CommonGrounds Public Cafe and Western-Inspired Co-Working Space Opens in LoDo
Although CommonGrounds originally assumed that its Denver quarters would be used by multiple co-workers, Slack Technologies snapped up the entire 11,000-square-foot ground floor of the 1980s brick, steel and glass building. The coffee house is open to the general public.
“Our goal was to create a contemporary workspace infused with the comforts of home,” says Katy Mercer, the lead designer and principal at Woods Bagot. “We also wanted to create a fluid boundary between the public and private spheres.”

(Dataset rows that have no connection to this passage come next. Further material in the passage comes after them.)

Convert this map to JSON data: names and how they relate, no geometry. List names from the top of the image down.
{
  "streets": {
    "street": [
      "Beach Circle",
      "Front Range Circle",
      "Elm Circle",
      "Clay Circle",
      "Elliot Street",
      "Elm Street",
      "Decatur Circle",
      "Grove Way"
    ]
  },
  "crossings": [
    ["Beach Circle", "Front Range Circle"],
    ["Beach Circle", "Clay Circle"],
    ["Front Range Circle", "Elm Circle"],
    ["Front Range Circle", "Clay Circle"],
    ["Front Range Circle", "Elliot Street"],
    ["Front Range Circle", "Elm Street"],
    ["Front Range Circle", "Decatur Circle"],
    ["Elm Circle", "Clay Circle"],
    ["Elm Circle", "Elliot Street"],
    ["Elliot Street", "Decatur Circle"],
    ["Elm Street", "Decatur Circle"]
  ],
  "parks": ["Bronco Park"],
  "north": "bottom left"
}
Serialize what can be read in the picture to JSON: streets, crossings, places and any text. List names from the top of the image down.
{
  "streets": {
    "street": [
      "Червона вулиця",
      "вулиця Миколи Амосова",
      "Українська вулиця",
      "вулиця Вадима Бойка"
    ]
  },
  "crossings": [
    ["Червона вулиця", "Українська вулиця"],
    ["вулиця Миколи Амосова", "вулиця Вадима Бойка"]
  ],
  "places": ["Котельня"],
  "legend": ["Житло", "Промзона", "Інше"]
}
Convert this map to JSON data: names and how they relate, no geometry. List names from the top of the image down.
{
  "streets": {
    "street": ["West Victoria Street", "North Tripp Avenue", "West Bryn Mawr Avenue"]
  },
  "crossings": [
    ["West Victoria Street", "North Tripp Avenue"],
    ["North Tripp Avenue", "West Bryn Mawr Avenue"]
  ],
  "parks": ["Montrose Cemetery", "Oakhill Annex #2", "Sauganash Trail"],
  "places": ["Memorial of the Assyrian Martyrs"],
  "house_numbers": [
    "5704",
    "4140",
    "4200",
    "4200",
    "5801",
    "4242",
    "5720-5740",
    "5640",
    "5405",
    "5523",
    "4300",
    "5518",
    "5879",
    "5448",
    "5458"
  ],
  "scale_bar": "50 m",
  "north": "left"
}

The design intent was for a workspace with a prominent public profile that would still offer exclusivity to its members. The main entry, at the corner of Wynkoop and 19th Street, is designed to draw people in. Members and non-members alike arrive via a public lobby into the public café, InVitaGo. Three kinds of kombucha and artisanal coffee are served at its counter of luxurious white stone, reminiscent of the Rockies. Continuing through the space, members arrive at CommonExplorer, the heart of the project. This flexible, highly active social hub serves as event space, pantry, touchdown space, and bar area. Its location behind InVitaGo, on the side of a glass wall, allows for visual connectivity between the public and private areas.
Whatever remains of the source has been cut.